TASK GOAL: Output the entries exactly. Start at the first line, finish with the line containing "position:absolute; inset:0; border:6px", and omit the pictures.

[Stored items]
■ ■ ■

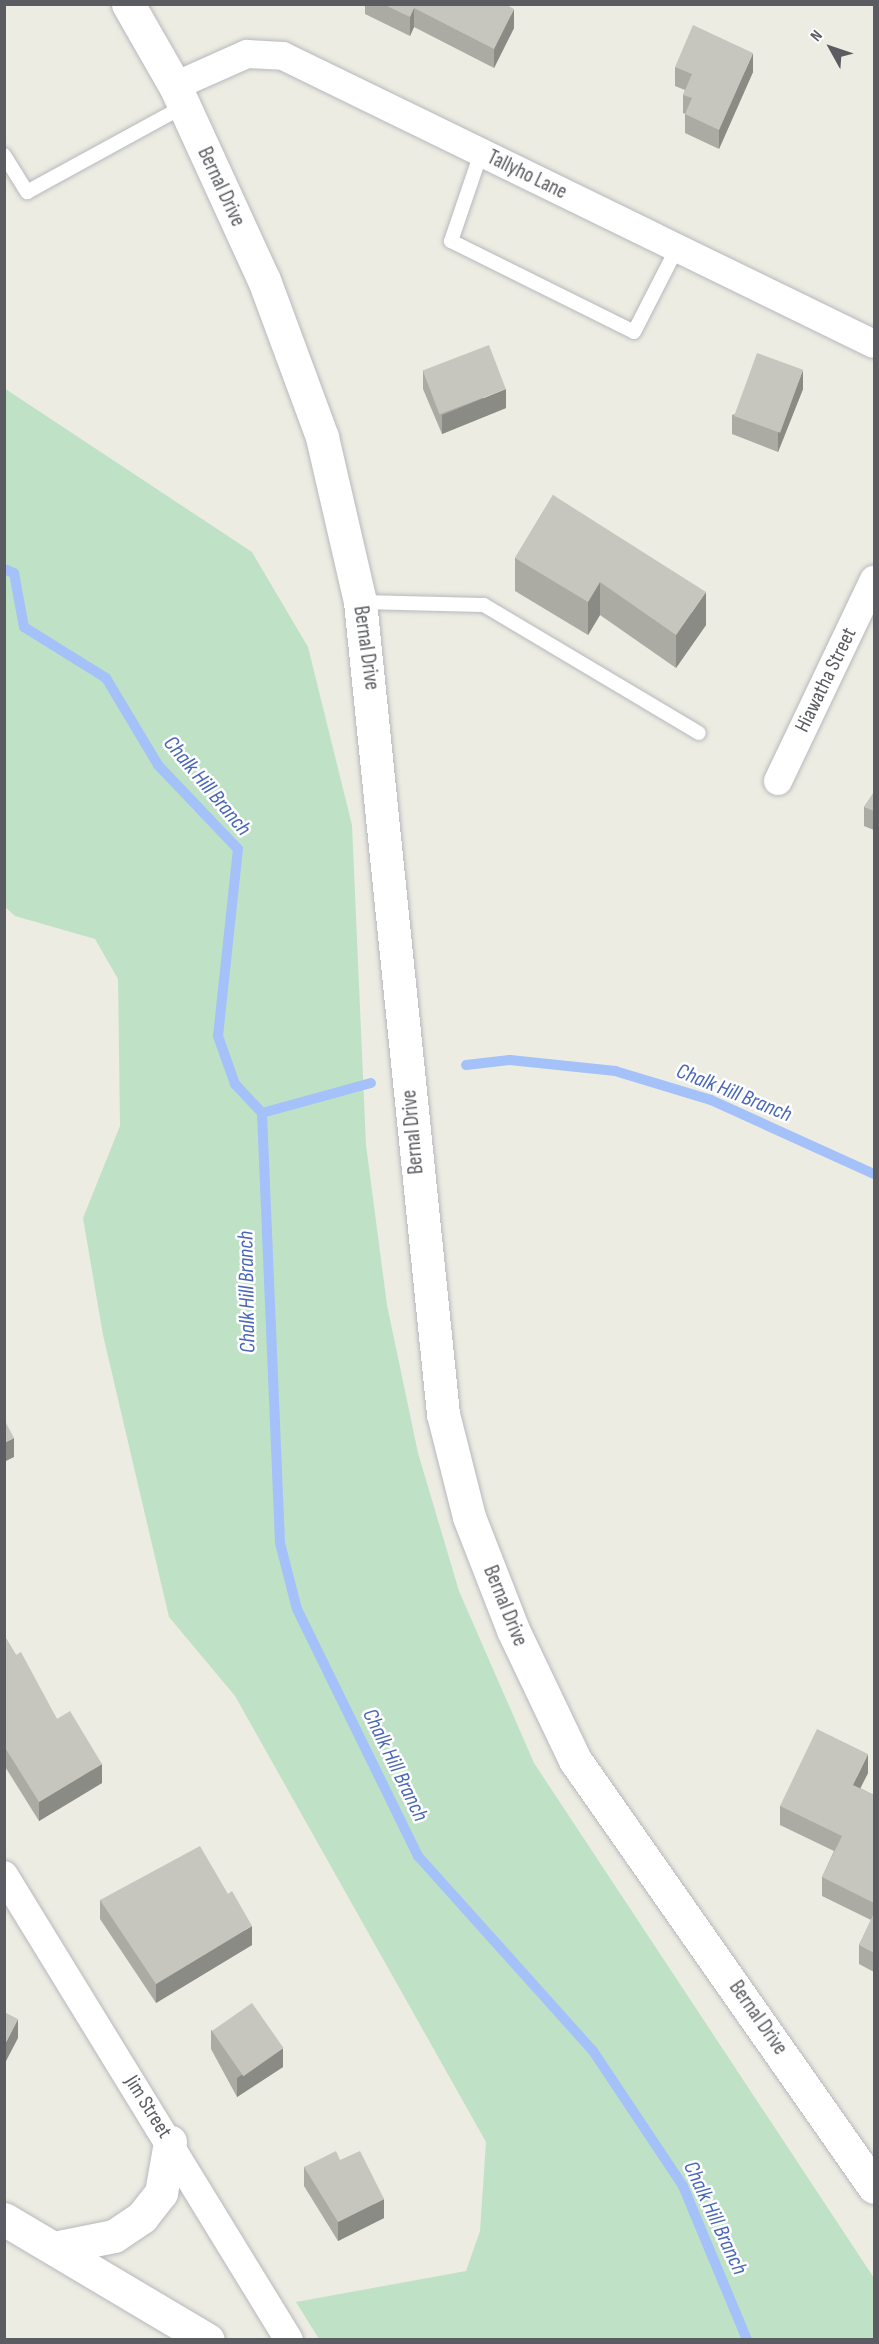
<!DOCTYPE html>
<html>
<head>
<meta charset="utf-8">
<style>
	body { margin:0 }
	#map { position:relative; width:879px; height:2344px; overflow:hidden; background:#ecece2; font-family:"Sofia Sans Condensed",sans-serif }
	div>[style] { position:absolute }
	.green>* { inset:0; background:#bfe2c7 }
	.stream>* { height:10px; margin:-5px; padding:0 5px; transform-origin:5px; border-radius:5px; background:#a4c1f9 }
	.roads { filter:drop-shadow(0 0 2px #b7b8bd) drop-shadow(0 0 2px #b7b8bd) }
	.lane>* { height:14px; margin:-7px; padding:0 7px; transform-origin:7px; border-radius:7px; background:#fff }
	.street>* { height:28px; margin:-14px; padding:0 14px; transform-origin:14px; border-radius:14px; background:#fff }
	.secondary>* { height:33px; margin:-16.5px; padding:0 16.5px; transform-origin:16.5px; border-radius:16.5px; background:#fff }
	.wall>* { inset:0; background:#abaaa3 }
	.shaded-wall>* { inset:0; background:#8b8b85 }
	.building>* { inset:0; background:#c7c6be; transform-origin:0 0 }
	span { translate:-50% -50%; white-space:nowrap; text-align:center; line-height:1.15; -webkit-text-stroke:5px #fff; paint-order:stroke }
	.street-label { font-size:21px; color:#5a5c61 }
	.water-label { font-size:22px; color:#4967ba; font-style:italic }
	.frame { position:absolute; inset:0; border:6px solid #5a5c61; pointer-events:none }
	.north { position:absolute; left:801px; top:18px; width:60px; height:60px; -webkit-text-stroke:4px #fff; paint-order:stroke; rotate:310deg; font-size:16px; font-weight:700; line-height:24px; text-align:center; color:#5a5c61 }
	.north::after { content:''; display:block; margin:auto; width:21px; height:27px; background:#5a5c61; clip-path:polygon(50% 0,100% 100%,50% 72%,0 100%) }
</style>
</head>
<body>
<div id="map">
	<div class="green">
		<i style="clip-path:polygon(4px 388px,252px 552px,308px 647px,352px 825px,366px 1145px,387px 1305px,418px 1453px,459px 1591px,534px 1763px,874px 2278px,874px 2339px,319px 2339px,296px 2302px,466px 2271px,480px 2231px,486px 2142px,235px 1696px,169px 1617px,103px 1335px,83px 1218px,120px 1126px,118px 979px,95px 939px,15px 916px,5px 907px)"></i>
	</div>
	<div class="stream">
		<i style="left:4px;top:569px;width:11px;rotate:22deg"></i>
		<i style="left:14px;top:573px;width:55px;rotate:79.5deg"></i>
		<i style="left:24px;top:627px;width:97px;rotate:31.9deg"></i>
		<i style="left:106px;top:678px;width:101px;rotate:59.1deg"></i>
		<i style="left:158px;top:765px;width:116px;rotate:46.4deg"></i>
		<i style="left:238px;top:849px;width:188px;rotate:96.1deg"></i>
		<i style="left:218px;top:1036px;width:51px;rotate:70.5deg"></i>
		<i style="left:235px;top:1084px;width:40px;rotate:47deg"></i>
		<i style="left:262px;top:1113px;width:113px;rotate:-15.4deg"></i>
		<i style="left:466px;top:1065px;width:44px;rotate:-6.5deg"></i>
		<i style="left:510px;top:1060px;width:106px;rotate:6deg"></i>
		<i style="left:615px;top:1071px;width:100px;rotate:16.8deg"></i>
		<i style="left:711px;top:1100px;width:179px;rotate:24.4deg"></i>
		<i style="left:262px;top:1113px;width:430px;rotate:87.6deg"></i>
		<i style="left:280px;top:1543px;width:68px;rotate:75.6deg"></i>
		<i style="left:297px;top:1609px;width:275px;rotate:63.9deg"></i>
		<i style="left:418px;top:1856px;width:262px;rotate:48.1deg"></i>
		<i style="left:593px;top:2051px;width:162px;rotate:56.3deg"></i>
		<i style="left:683px;top:2186px;width:167px;rotate:67.4deg"></i>
	</div>
	<div class="roads">
		<div class="lane">
			<i style="left:481px;top:153px;width:93px;rotate:108.8deg"></i>
			<i style="left:451px;top:241px;width:204px;rotate:26.4deg"></i>
			<i style="left:634px;top:332px;width:94px;rotate:-62.9deg"></i>
			<i style="left:4px;top:155px;width:44px;rotate:58.1deg"></i>
			<i style="left:27px;top:192px;width:179px;rotate:-28.7deg"></i>
			<i style="left:360px;top:602px;width:124px;rotate:1.4deg"></i>
			<i style="left:484px;top:605px;width:250px;rotate:30.8deg"></i>
		</div>
		<div class="street">
			<i style="left:175px;top:86px;width:79px;rotate:-24deg"></i>
			<i style="left:247px;top:54px;width:36px;rotate:3deg"></i>
			<i style="left:283px;top:56px;width:657px;rotate:25.98deg"></i>
			<i style="left:778px;top:781px;width:223px;rotate:-64.5deg"></i>
			<i style="left:4px;top:1875px;width:545px;rotate:58.5deg"></i>
		</div>
		<div class="secondary">
			<i style="left:128px;top:4px;width:95px;rotate:60.2deg"></i>
			<i style="left:175px;top:86px;width:213px;rotate:65.4deg"></i>
			<i style="left:264px;top:280px;width:167px;rotate:69.7deg"></i>
			<i style="left:322px;top:437px;width:169px;rotate:77deg"></i>
			<i style="left:360px;top:602px;width:816px;rotate:84.16deg"></i>
			<i style="left:443px;top:1414px;width:106px;rotate:75.8deg"></i>
			<i style="left:469px;top:1517px;width:121px;rotate:68.7deg"></i>
			<i style="left:513px;top:1630px;width:144px;rotate:64.5deg"></i>
			<i style="left:575px;top:1760px;width:521px;rotate:55deg"></i>
			<i style="left:4px;top:2219px;width:237px;rotate:30.7deg"></i>
			<i style="left:54px;top:2248px;width:61px;rotate:-11.3deg"></i>
			<i style="left:114px;top:2236px;width:34px;rotate:-34deg"></i>
			<i style="left:142px;top:2217px;width:31px;rotate:-52deg"></i>
			<i style="left:161px;top:2193px;width:52px;rotate:-80deg"></i>
		</div>
	</div>
	<div class="wall">
		<i style="clip-path:polygon(365px 4px,509px 4px,508px 6px,514px 28px,494px 68px,414px 27px,410px 36px,365px 14px)"></i>
		<i style="clip-path:polygon(675px 67px,753px 72px,719px 149px,685px 133px,685px 114px,683px 113px,683px 95px,685px 90px,675px 86px)"></i>
		<i style="clip-path:polygon(423px 370px,506px 408px,442px 434px,423px 389px)"></i>
		<i style="clip-path:polygon(803px 389px,778px 452px,732px 434px,732px 415px)"></i>
		<i style="clip-path:polygon(553px 495px,706px 625px,676px 668px,600px 615px,588px 635px,515px 591px,515px 558px)"></i>
		<i style="clip-path:polygon(874px 792px,874px 830px,864px 826px,864px 807px)"></i>
		<i style="clip-path:polygon(4px 1635px,16px 1655px,57px 1719px,102px 1783px,39px 1821px,4px 1765px)"></i>
		<i style="clip-path:polygon(868px 1773px,860px 1788px,874px 1795px,874px 1972px,859px 1964px,859px 1945px,871px 1920px,822px 1896px,822px 1877px,834px 1851px,780px 1825px,780px 1806px)"></i>
		<i style="clip-path:polygon(228px 1894px,252px 1945px,156px 2003px,100px 1919px,100px 1900px)"></i>
		<i style="clip-path:polygon(211px 2030px,283px 2067px,237px 2097px,211px 2049px)"></i>
		<i style="clip-path:polygon(340px 2160px,384px 2218px,338px 2241px,304px 2186px,304px 2167px)"></i>
	</div>
	<div class="shaded-wall">
		<i style="clip-path:polygon(414px 8px,414px 27px,410px 36px,410px 17px)"></i>
		<i style="clip-path:polygon(514px 9px,514px 28px,494px 68px,494px 49px)"></i>
		<i style="clip-path:polygon(753px 53px,753px 72px,719px 149px,719px 130px)"></i>
		<i style="clip-path:polygon(803px 370px,803px 389px,778px 452px,778px 433px)"></i>
		<i style="clip-path:polygon(506px 389px,506px 408px,442px 434px,442px 415px)"></i>
		<i style="clip-path:polygon(600px 582px,600px 615px,588px 635px,588px 602px)"></i>
		<i style="clip-path:polygon(706px 592px,706px 625px,676px 668px,676px 635px)"></i>
		<i style="clip-path:polygon(14px 1438px,14px 1457px,4px 1462px,4px 1443px)"></i>
		<i style="clip-path:polygon(868px 1754px,868px 1773px,853px 1803px,853px 1785px)"></i>
		<i style="clip-path:polygon(102px 1764px,102px 1783px,39px 1821px,39px 1802px)"></i>
		<i style="clip-path:polygon(252px 1926px,252px 1945px,156px 2003px,156px 1984px)"></i>
		<i style="clip-path:polygon(18px 2019px,18px 2038px,4px 2065px,4px 2046px)"></i>
		<i style="clip-path:polygon(283px 2048px,283px 2067px,237px 2097px,237px 2078px)"></i>
		<i style="clip-path:polygon(384px 2199px,384px 2218px,338px 2241px,338px 2222px)"></i>
	</div>
	<div class="building">
		<i style="clip-path:polygon(383px 4px,505px 4px,514px 9px,494px 49px,414px 8px,410px 17px)"></i>
		<i style="clip-path:polygon(693px 25px,753px 53px,719px 130px,685px 114px,692px 98px,683px 95px,692px 74px,675px 67px)"></i>
		<i style="left:489px;top:345px;width:47px;height:71px;rotate:69deg"></i>
		<i style="left:757px;top:353px;width:49px;height:67px;rotate:20deg"></i>
		<i style="clip-path:polygon(553px 495px,706px 592px,676px 635px,600px 582px,588px 602px,515px 558px)"></i>
		<i style="clip-path:polygon(874px 792px,874px 811px,864px 807px)"></i>
		<i style="clip-path:polygon(4px 1419px,14px 1438px,4px 1443px)"></i>
		<i style="clip-path:polygon(4px 1635px,16px 1655px,21px 1652px,57px 1719px,70px 1711px,102px 1764px,39px 1802px,4px 1746px)"></i>
		<i style="clip-path:polygon(817px 1729px,868px 1754px,853px 1785px,874px 1795px,874px 1903px,822px 1877px,842px 1836px,780px 1806px)"></i>
		<i style="clip-path:polygon(200px 1846px,228px 1894px,232px 1891px,252px 1926px,156px 1984px,100px 1900px)"></i>
		<i style="clip-path:polygon(874px 1913px,874px 1953px,859px 1945px)"></i>
		<i style="left:252px;top:2003px;width:55px;height:49px;rotate:55deg"></i>
		<i style="clip-path:polygon(4px 2012px,18px 2019px,4px 2046px)"></i>
		<i style="clip-path:polygon(336px 2151px,340px 2160px,360px 2151px,384px 2199px,338px 2222px,304px 2167px)"></i>
	</div>
	<div class="street-label">
		<span style="left:527px;top:175px;rotate:26deg">Tallyho Lane</span>
		<span style="left:221px;top:187px;rotate:65deg">Bernal Drive</span>
		<span style="left:366px;top:648px;rotate:82deg">Bernal Drive</span>
		<span style="left:826px;top:680px;rotate:-64deg">Hiawatha Street</span>
		<span style="left:413px;top:1132px;rotate:-95deg">Bernal Drive</span>
		<span style="left:505px;top:1606px;rotate:68deg">Bernal Drive</span>
		<span style="left:758px;top:2018px;rotate:55deg">Bernal Drive</span>
		<span style="left:148px;top:2107px;rotate:58deg">Jim Street</span>
	</div>
	<div class="water-label">
		<span style="left:207px;top:786px;rotate:50deg">Chalk Hill Branch</span>
		<span style="left:734px;top:1093px;rotate:22deg">Chalk Hill Branch</span>
		<span style="left:247px;top:1292px;rotate:-91deg">Chalk Hill Branch</span>
		<span style="left:395px;top:1765px;rotate:64deg">Chalk Hill Branch</span>
		<span style="left:715px;top:2218px;rotate:65deg">Chalk Hill Branch</span>
	</div>
	<div class="frame"></div>
	<div class="north">N</div>
</div>
</body>
</html>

■ ■ ■

THE COMPLETED TASK:
<!DOCTYPE html>
<html>
<head>
<meta charset="utf-8">
<style>
	body { margin:0 }
	#map { position:relative; width:879px; height:2344px; overflow:hidden; background:#ecece2; font-family:"Sofia Sans Condensed",sans-serif }
	div>[style] { position:absolute }
	.green>* { inset:0; background:#bfe2c7 }
	.stream>* { height:10px; margin:-5px; padding:0 5px; transform-origin:5px; border-radius:5px; background:#a4c1f9 }
	.roads { filter:drop-shadow(0 0 2px #b7b8bd) drop-shadow(0 0 2px #b7b8bd) }
	.lane>* { height:14px; margin:-7px; padding:0 7px; transform-origin:7px; border-radius:7px; background:#fff }
	.street>* { height:28px; margin:-14px; padding:0 14px; transform-origin:14px; border-radius:14px; background:#fff }
	.secondary>* { height:33px; margin:-16.5px; padding:0 16.5px; transform-origin:16.5px; border-radius:16.5px; background:#fff }
	.wall>* { inset:0; background:#abaaa3 }
	.shaded-wall>* { inset:0; background:#8b8b85 }
	.building>* { inset:0; background:#c7c6be; transform-origin:0 0 }
	span { translate:-50% -50%; white-space:nowrap; text-align:center; line-height:1.15; -webkit-text-stroke:5px #fff; paint-order:stroke }
	.street-label { font-size:21px; color:#5a5c61 }
	.water-label { font-size:22px; color:#4967ba; font-style:italic }
	.frame { position:absolute; inset:0; border:6px solid #5a5c61; pointer-events:none }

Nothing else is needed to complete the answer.